[Saved data entries]
★ ★ ★ ★ ★ ★ ★

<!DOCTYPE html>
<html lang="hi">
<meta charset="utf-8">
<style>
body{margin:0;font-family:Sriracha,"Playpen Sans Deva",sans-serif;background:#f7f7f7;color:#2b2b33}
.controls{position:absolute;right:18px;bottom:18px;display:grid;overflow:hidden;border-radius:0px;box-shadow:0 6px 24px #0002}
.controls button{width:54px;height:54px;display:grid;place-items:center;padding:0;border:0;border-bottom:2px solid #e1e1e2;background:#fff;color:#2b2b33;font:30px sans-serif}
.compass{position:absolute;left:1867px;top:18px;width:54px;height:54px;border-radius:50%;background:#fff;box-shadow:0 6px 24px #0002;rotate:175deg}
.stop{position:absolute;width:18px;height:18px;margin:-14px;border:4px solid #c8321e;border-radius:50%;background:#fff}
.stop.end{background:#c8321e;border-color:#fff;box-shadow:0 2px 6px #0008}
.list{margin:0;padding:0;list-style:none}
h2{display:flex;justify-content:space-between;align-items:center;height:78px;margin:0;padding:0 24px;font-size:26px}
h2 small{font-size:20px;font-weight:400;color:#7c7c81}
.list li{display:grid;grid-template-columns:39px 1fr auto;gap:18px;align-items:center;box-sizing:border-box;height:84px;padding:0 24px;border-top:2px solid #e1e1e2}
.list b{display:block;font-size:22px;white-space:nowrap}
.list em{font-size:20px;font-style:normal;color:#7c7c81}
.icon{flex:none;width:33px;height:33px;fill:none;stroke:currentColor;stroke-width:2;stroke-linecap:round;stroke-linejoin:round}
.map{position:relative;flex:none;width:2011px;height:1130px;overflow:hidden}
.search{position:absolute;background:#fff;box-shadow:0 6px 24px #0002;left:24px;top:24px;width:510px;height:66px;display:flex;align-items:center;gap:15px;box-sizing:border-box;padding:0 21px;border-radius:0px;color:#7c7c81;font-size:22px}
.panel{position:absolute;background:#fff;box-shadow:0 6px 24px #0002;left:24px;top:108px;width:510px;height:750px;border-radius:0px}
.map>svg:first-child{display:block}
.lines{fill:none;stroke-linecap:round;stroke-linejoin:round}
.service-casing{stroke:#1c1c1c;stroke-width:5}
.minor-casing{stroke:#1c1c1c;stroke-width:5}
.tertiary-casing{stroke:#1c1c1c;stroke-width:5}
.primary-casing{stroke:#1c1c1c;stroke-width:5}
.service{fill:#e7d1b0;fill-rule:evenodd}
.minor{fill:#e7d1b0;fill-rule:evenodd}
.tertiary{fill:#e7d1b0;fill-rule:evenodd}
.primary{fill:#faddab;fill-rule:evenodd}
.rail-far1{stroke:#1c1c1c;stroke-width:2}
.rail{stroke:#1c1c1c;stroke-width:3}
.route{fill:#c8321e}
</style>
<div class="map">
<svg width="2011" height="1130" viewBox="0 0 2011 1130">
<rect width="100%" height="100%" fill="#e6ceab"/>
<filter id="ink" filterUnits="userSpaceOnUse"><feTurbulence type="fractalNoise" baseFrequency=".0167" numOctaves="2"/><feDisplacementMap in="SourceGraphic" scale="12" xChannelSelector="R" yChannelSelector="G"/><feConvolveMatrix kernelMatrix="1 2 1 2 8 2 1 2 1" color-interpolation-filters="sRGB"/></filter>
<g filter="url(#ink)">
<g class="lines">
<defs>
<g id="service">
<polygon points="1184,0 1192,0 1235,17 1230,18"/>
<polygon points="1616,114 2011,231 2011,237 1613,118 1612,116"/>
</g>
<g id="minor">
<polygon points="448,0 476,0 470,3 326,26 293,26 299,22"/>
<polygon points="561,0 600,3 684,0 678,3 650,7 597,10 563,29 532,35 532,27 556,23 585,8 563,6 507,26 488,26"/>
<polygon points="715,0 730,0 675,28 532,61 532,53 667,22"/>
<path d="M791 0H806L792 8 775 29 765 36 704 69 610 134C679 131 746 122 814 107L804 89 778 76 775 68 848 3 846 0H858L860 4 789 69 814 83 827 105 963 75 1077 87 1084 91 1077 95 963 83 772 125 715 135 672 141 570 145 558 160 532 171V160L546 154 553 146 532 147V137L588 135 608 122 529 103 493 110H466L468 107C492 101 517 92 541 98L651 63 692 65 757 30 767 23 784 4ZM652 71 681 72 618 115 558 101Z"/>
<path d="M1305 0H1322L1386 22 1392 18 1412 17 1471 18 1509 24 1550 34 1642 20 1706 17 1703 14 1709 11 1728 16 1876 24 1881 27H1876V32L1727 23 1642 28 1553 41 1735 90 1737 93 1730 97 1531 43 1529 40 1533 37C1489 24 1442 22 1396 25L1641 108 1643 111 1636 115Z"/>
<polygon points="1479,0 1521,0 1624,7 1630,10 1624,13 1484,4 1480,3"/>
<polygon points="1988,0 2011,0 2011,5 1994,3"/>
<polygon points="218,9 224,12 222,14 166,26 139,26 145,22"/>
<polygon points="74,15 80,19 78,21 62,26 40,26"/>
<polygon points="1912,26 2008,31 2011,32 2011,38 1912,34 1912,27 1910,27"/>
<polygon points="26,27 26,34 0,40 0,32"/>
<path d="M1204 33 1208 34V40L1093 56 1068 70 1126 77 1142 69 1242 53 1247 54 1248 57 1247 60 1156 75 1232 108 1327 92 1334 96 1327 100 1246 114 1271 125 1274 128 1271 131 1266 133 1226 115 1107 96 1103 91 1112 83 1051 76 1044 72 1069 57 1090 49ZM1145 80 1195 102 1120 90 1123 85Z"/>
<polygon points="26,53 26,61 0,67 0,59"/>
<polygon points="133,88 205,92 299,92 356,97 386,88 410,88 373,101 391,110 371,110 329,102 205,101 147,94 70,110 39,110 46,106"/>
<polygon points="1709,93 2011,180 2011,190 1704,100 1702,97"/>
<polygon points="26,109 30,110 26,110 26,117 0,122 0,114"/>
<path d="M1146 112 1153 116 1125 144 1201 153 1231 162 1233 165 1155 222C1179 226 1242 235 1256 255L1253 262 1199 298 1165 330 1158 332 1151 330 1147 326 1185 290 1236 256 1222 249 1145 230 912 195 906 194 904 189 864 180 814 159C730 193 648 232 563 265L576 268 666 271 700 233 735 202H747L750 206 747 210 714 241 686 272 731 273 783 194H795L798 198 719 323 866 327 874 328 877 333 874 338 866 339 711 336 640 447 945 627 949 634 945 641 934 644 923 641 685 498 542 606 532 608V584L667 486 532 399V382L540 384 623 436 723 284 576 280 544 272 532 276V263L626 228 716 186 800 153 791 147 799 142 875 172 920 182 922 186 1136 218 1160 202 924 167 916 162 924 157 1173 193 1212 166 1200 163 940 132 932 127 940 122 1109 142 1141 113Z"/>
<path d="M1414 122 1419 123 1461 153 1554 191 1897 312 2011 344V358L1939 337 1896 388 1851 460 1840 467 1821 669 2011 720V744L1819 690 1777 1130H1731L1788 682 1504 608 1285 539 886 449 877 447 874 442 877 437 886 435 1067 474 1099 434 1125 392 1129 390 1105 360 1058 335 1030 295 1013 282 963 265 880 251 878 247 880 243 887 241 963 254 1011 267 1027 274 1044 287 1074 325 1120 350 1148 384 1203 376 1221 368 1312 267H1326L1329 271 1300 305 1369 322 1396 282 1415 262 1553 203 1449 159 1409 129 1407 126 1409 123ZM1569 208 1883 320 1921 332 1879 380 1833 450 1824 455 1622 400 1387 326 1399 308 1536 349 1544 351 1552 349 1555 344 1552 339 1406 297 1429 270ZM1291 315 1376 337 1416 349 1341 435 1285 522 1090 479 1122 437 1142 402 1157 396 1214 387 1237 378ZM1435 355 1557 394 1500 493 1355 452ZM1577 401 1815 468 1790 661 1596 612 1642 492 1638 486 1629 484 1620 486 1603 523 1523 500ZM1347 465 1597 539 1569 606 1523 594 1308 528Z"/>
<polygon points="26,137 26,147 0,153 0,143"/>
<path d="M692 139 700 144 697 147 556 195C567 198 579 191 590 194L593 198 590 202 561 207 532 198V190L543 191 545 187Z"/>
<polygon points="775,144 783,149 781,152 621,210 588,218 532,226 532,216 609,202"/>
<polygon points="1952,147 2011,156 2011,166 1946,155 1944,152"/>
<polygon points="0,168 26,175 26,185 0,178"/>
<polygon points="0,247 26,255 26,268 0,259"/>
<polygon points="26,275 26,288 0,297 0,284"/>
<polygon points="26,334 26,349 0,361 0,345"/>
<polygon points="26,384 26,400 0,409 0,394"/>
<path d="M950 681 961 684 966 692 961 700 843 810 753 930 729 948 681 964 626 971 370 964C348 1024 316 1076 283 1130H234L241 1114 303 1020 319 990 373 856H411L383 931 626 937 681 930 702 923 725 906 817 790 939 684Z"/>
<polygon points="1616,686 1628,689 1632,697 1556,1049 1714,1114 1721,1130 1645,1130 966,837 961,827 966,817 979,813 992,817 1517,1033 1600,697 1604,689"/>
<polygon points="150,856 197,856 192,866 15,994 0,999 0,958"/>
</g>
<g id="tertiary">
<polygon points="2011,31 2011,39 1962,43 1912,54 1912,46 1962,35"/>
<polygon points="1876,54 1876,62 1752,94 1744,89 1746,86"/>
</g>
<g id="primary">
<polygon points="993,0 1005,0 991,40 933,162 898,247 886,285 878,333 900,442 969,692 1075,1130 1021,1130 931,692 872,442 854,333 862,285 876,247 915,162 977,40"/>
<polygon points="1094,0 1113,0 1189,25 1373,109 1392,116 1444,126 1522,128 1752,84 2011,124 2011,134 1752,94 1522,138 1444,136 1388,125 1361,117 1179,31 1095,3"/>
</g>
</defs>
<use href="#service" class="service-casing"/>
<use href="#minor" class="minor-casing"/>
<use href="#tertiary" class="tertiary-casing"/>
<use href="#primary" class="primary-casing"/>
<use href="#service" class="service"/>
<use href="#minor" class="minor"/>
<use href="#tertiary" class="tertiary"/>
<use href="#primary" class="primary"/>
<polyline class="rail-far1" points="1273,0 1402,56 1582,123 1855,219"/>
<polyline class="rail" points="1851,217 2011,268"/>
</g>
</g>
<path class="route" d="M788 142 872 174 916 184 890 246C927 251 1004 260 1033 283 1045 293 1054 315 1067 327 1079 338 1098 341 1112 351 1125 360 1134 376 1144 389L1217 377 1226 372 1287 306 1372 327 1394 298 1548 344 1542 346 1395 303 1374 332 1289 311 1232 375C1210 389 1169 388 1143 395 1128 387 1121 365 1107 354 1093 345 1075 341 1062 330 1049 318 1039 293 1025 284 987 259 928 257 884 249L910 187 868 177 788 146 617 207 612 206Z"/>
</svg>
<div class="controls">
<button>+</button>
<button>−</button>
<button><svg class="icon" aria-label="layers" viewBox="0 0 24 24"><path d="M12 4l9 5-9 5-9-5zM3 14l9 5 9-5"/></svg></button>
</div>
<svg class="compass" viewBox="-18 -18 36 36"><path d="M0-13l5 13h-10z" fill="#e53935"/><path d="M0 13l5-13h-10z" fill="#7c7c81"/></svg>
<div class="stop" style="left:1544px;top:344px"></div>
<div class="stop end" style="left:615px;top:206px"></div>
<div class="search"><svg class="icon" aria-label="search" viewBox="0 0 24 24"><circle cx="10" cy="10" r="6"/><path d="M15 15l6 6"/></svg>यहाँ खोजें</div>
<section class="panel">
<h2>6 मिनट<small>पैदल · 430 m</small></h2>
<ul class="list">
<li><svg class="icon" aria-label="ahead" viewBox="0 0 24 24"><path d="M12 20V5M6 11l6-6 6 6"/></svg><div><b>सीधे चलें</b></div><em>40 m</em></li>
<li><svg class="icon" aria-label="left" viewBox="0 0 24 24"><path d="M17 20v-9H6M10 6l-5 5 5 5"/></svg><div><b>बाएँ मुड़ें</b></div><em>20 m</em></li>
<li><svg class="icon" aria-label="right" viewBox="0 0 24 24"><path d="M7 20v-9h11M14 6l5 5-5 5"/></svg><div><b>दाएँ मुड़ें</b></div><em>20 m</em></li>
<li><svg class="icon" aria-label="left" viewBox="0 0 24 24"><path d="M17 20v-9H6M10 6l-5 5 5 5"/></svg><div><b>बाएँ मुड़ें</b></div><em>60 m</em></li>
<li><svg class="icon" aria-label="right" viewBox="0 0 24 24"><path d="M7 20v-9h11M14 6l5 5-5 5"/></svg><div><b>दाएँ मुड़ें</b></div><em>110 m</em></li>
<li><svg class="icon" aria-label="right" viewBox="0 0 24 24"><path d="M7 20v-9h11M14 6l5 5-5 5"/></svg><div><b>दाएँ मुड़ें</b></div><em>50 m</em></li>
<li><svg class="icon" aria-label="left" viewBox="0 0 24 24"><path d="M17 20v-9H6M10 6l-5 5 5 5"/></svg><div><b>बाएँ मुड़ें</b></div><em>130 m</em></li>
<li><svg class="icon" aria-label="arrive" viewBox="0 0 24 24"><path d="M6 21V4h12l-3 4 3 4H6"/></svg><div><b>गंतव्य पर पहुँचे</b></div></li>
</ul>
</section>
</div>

★ ★ ★ ★ ★ ★ ★

◆ Task to complete: In the records above, find each line with the word "service" and copy it.

◆ Task answer:
.service-casing{stroke:#1c1c1c;stroke-width:5}
.service{fill:#e7d1b0;fill-rule:evenodd}
<g id="service">
<use href="#service" class="service-casing"/>
<use href="#service" class="service"/>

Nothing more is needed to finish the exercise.